Camila Cabello singles chronology
| "I Luv It" (2024) | "He Knows" (2024) | "Hot Uptown" (2024) |

Lil Nas X singles chronology
| "Where Do We Go Now?" (2024) | "He Knows" (2024) | "Here We Go!" (2024) |

Music video
- "He Knows" on YouTube

= He Knows =

2024 single by Camila Cabello featuring Lil Nas X

"He Knows" (stylized in all caps) is a song by American singer Camila Cabello featuring fellow American singer and rapper Lil Nas X. It was released through Geffen and Interscope Records on May 10, 2024, as the second single from the former's fourth studio album C,XOXO.

==Background==
On May 8, Cabello announced the collaboration with the rapper, and revealed the artwork on her Instagram which was a close up picture of Lil Nas X with acrylic nails and sparkling jewels embracing Cabello that was seemingly taken at the Met Gala they attended two days prior. The visualizer for the song was released on the release date of the song, and the music video was released on May 22, 2024.

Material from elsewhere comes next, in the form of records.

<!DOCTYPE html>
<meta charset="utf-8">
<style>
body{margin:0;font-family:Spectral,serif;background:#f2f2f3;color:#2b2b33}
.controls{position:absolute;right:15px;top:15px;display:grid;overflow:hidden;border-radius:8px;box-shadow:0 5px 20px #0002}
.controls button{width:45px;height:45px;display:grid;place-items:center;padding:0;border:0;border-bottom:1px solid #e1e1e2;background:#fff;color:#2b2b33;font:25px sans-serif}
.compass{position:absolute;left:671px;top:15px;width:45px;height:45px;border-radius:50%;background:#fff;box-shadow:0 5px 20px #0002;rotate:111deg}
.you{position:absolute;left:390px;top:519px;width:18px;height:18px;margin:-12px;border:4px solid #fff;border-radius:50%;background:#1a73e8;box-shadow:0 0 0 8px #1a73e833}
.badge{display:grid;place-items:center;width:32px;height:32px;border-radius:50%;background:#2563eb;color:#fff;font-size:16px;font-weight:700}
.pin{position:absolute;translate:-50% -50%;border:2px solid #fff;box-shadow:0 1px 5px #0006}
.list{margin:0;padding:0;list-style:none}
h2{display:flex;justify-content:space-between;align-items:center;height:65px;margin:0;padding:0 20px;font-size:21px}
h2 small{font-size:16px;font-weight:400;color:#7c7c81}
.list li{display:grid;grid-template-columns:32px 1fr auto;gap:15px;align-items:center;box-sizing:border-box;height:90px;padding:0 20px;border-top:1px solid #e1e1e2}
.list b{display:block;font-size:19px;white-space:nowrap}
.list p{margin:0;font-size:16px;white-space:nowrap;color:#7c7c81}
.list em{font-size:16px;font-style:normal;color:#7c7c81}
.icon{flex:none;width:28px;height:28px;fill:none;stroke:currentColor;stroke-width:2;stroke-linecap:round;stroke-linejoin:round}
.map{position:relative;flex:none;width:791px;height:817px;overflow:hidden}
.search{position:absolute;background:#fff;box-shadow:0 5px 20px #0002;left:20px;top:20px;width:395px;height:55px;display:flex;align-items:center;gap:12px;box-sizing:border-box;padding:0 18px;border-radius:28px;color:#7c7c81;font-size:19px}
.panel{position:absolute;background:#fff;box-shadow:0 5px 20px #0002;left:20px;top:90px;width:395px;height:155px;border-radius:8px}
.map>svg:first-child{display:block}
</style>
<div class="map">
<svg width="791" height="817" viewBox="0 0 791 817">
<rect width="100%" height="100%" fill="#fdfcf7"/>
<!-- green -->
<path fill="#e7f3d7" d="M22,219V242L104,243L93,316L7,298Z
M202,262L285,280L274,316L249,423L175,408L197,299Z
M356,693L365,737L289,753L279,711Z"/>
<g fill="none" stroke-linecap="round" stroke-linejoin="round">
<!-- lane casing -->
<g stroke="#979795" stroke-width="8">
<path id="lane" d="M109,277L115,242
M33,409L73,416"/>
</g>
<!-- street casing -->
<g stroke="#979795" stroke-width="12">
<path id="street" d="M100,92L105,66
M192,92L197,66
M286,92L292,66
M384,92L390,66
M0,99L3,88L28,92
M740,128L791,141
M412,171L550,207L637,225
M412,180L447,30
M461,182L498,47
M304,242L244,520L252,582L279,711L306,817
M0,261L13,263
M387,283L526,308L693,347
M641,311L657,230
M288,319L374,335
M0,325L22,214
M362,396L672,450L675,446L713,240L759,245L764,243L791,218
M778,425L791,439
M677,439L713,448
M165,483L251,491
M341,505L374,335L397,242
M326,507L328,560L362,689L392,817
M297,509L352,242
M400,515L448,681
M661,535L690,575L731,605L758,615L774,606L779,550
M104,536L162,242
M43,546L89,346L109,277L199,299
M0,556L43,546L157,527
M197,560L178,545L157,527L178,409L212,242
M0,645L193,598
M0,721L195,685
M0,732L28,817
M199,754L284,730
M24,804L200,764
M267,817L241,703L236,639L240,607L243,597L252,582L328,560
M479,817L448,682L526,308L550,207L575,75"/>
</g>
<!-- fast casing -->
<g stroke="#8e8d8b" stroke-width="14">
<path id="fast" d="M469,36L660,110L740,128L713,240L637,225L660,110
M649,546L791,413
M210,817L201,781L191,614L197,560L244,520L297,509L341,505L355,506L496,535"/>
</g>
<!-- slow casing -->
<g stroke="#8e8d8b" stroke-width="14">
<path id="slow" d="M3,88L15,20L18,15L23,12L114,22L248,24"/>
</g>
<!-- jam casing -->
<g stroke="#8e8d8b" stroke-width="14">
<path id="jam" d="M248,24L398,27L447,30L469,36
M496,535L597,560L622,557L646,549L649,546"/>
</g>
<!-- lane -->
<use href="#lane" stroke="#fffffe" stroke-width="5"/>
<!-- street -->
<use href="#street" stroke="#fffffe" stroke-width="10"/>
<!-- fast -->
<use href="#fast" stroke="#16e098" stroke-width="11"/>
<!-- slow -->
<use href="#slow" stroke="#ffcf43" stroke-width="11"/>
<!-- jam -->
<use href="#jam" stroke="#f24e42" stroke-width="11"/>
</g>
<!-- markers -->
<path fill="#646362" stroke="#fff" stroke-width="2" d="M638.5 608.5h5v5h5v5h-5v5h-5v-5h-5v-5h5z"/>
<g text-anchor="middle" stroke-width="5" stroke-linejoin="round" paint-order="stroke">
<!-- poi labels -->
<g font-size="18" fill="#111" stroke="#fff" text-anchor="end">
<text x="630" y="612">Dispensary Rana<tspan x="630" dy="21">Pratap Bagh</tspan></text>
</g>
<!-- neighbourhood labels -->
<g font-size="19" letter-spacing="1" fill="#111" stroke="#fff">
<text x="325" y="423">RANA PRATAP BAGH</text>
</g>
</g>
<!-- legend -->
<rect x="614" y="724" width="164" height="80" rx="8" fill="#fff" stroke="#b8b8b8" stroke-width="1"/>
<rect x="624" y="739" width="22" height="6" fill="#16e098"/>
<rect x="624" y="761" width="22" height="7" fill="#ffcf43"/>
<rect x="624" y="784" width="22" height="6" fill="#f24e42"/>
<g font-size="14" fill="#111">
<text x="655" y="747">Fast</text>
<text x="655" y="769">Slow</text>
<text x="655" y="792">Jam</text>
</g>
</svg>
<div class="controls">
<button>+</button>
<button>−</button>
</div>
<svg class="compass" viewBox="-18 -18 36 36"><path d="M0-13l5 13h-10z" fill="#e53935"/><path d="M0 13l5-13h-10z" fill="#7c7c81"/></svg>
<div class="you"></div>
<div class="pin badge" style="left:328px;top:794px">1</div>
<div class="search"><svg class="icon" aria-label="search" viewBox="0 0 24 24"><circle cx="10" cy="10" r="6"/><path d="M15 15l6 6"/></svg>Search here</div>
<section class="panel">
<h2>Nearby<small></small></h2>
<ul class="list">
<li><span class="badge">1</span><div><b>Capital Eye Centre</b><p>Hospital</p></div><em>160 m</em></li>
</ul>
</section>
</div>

==Writing and composition==
The song contains a sample of "Give It Up 2 Me" by Ojerime.

"Initially, when Jasper and Pablo Diaz-Reixa and I were in a studio session in Miami, I was like, "I've never made something that felt housey and electronic before." So they pulled up this Ojerime sample and I wrote, "He Knows." When we were talking about who could be a fire feature on it, we immediately thought of Nas. He's close friends with Jasper. We immediately were like, "We have to get Nas on this song because that would be the most iconic video."
— Cabello on how the song and collaboration came about, Rolling Stone

Forbes described it as another more mature and NSFW lyrical shift from Cabello's Fifth Harmony days. Nylon described it as a "house-leaning bop" that continues the "unfiltered messy pop girl vibe" she established with her previous single "I Luv It".

==Music video==
The video was directed by Onda and it features Lil Nas X in the video. The video is stated to be a "dancefloor battle between friends vying for the attention of a mutual love interest."

==Critical reception==
Zachary Horvath of HotNewHipHop described it as improvement of her last single "I Luv It" and praised Lil Nas X's verse as being more fun and animated than Playboi Carti's verse on "I Luv It".

==Credits and personnel==
- Camila Cabello – vocals, writing
- Lil Nas X – vocals, writing
- Dale Becker – mastering
- Jon Castelli – mixing
- Pablo Díaz-Reixa – production, writing, programming, sampler
- Jasper Harris – production, writing, bass, synthesizer
- Daniel Aged - production, writing
- Brad Lauchert – mix engineering
- Bart Schoudel – engineering, vocal production

==Charts==

Chart performance for "He Knows"
| Chart (2024) | Peak position |
|---|---|
| Canada CHR/Top 40 (Billboard) | 33 |
| Japan Hot Overseas (Billboard Japan) | 12 |
| New Zealand Hot Singles (RMNZ) | 19 |
| UK Singles Sales (OCC) | 63 |
| US Pop Airplay (Billboard) | 27 |

==Certifications==

Certifications for "He Knows"
| Region | Certification | Certified units/sales |
| Brazil (Pro-Música Brasil) | Gold | 20,000^{‡} |
^{‡} Sales+streaming figures based on certification alone.